Abstract:
The presence of outliers in data often leads to unsatisfactory modeling outcomes, especially when employing clustering
algorithms for population segmentation and behavioral analysis. While various outlier-resilient clustering algorithms like DBSCAN,
LDOF, t-SNE, and others exist, one of the most renowned algorithms, k-Means, still faces challenges in effectively handling outliers.
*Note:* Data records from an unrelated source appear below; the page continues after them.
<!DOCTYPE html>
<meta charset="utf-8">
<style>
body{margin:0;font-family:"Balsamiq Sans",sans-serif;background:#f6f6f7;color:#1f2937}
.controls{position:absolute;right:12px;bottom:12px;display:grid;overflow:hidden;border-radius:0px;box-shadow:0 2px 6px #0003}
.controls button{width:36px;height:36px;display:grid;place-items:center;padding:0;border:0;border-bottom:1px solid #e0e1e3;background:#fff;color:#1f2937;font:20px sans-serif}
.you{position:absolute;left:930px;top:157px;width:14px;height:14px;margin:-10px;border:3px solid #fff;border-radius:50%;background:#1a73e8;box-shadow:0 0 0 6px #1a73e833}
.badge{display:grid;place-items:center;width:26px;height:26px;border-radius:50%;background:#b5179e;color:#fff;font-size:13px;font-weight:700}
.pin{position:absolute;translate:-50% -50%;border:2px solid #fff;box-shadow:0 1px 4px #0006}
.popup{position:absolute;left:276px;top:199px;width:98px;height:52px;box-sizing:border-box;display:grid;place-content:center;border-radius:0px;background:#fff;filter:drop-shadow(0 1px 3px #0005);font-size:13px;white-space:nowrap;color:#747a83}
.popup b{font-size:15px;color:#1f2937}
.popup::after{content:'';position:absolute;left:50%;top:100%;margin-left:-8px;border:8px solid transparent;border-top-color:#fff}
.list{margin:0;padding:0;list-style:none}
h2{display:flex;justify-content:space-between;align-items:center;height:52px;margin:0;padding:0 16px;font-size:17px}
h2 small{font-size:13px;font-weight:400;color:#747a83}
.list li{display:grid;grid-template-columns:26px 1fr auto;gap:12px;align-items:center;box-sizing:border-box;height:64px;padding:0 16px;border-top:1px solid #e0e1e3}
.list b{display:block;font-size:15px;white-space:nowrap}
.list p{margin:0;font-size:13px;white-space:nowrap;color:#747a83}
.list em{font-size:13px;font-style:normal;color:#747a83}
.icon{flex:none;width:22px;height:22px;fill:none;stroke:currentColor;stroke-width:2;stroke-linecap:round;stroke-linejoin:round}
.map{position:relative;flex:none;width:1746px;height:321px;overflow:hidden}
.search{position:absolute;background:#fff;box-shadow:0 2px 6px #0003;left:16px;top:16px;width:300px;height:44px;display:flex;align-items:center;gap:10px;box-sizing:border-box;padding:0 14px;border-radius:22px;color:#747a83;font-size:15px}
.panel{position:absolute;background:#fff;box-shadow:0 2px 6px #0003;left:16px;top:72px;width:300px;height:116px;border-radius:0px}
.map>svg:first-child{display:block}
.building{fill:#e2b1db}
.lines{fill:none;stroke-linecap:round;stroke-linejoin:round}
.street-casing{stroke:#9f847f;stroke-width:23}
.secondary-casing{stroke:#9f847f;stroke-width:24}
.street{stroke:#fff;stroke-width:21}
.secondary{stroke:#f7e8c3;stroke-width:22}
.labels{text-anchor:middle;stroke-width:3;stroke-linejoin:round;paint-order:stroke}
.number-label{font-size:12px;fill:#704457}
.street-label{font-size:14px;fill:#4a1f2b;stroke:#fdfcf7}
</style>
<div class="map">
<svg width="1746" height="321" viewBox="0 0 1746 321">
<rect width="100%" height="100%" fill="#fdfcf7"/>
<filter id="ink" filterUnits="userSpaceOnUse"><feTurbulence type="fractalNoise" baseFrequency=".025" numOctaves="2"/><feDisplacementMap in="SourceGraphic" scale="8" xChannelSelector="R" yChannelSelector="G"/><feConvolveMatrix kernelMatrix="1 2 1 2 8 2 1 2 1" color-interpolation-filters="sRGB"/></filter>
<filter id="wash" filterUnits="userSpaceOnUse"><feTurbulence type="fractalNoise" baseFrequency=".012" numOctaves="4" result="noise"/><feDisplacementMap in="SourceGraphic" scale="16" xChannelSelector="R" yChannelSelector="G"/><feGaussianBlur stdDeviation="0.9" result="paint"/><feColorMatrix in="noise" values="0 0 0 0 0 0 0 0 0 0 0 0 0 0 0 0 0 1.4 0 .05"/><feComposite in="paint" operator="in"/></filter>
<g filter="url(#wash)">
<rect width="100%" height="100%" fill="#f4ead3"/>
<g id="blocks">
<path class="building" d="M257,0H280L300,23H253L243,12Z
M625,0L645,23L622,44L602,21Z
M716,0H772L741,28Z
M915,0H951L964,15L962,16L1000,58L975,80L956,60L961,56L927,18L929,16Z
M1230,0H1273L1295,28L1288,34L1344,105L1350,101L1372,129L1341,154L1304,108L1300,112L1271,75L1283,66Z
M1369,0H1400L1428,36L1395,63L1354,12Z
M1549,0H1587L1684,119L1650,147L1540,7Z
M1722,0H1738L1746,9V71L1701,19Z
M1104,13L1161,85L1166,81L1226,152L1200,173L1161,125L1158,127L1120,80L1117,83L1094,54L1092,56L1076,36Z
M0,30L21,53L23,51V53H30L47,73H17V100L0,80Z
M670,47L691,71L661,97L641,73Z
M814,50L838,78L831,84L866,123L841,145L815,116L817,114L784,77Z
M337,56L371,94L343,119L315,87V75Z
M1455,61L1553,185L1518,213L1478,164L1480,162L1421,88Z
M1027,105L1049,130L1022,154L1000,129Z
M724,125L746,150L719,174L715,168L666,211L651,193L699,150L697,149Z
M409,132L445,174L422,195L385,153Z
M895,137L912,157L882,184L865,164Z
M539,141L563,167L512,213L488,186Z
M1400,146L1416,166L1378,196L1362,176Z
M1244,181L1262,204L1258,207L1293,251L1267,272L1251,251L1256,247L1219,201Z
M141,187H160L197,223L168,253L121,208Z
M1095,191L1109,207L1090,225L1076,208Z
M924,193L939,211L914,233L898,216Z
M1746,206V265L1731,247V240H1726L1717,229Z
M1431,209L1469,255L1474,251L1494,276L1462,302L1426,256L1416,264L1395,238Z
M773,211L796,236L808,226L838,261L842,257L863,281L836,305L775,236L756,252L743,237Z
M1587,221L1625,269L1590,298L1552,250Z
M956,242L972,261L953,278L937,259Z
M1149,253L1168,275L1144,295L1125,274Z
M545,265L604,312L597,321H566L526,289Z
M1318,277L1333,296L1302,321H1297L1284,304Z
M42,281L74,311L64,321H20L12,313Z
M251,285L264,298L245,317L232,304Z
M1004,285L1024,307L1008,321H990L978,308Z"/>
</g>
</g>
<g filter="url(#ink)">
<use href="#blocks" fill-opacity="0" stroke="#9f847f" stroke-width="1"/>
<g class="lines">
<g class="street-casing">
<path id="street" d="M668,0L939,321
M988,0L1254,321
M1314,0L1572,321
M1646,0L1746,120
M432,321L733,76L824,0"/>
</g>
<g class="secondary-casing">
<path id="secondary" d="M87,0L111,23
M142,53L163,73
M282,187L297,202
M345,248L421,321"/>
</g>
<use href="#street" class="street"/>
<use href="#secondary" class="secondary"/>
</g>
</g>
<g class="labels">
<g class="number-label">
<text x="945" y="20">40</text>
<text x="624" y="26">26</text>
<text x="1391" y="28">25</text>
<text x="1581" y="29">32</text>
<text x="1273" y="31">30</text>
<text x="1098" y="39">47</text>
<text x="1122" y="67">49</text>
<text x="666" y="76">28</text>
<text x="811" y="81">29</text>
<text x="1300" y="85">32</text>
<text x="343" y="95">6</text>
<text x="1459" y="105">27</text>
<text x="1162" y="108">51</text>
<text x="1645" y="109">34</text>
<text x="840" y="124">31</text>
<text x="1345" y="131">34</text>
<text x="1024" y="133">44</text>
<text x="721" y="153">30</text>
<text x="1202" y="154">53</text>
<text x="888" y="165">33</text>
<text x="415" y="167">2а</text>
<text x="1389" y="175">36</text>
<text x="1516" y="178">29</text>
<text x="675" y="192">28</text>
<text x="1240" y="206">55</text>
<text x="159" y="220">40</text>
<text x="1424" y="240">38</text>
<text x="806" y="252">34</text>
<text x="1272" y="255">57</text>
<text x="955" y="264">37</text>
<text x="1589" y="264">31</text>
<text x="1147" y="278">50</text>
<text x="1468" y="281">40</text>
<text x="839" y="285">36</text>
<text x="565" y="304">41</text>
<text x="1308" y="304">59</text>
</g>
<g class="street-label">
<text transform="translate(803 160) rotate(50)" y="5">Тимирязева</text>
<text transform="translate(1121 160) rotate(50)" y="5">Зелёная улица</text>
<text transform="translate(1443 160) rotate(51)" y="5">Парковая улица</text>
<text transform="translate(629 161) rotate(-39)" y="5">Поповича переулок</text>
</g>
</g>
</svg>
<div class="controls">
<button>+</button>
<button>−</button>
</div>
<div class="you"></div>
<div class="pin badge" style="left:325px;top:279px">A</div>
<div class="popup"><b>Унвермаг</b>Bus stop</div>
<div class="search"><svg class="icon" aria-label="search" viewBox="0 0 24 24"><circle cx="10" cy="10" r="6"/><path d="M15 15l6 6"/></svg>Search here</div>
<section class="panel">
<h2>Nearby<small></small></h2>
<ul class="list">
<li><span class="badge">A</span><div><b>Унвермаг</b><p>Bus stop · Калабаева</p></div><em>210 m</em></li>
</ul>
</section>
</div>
This journal proposes an optimization of the k-Means algorithm resilient to outliers by incorporating the Least Trimmed Square
technique as post-processing, referred to as k-Means LTS. The outlier trimming process occurs after the grouping process, allowing
trimming within each cluster. This algorithm will be compared with ordinary k-Means and Robust Trimmed k-Means, as known as
RTKM, both employing outlier trimming. The comparison of these three algorithms will consider performance metrics, clustering
results, and running time. The contribution of this research lies in the enhanced optimality of k-Means LTS algorithm, outperforming
the other two algorithms across all comparison parameters. By utilizing this algorithm, the presence of outliers within each cluster
can be more easily explained, and the running time is notably shorter compared to RTKM. As a result, the proposed algorithm of k-
Means LTS consistently proves to work better than ordinary k-Means and RTKM when implemented across ten datasets
of varying types.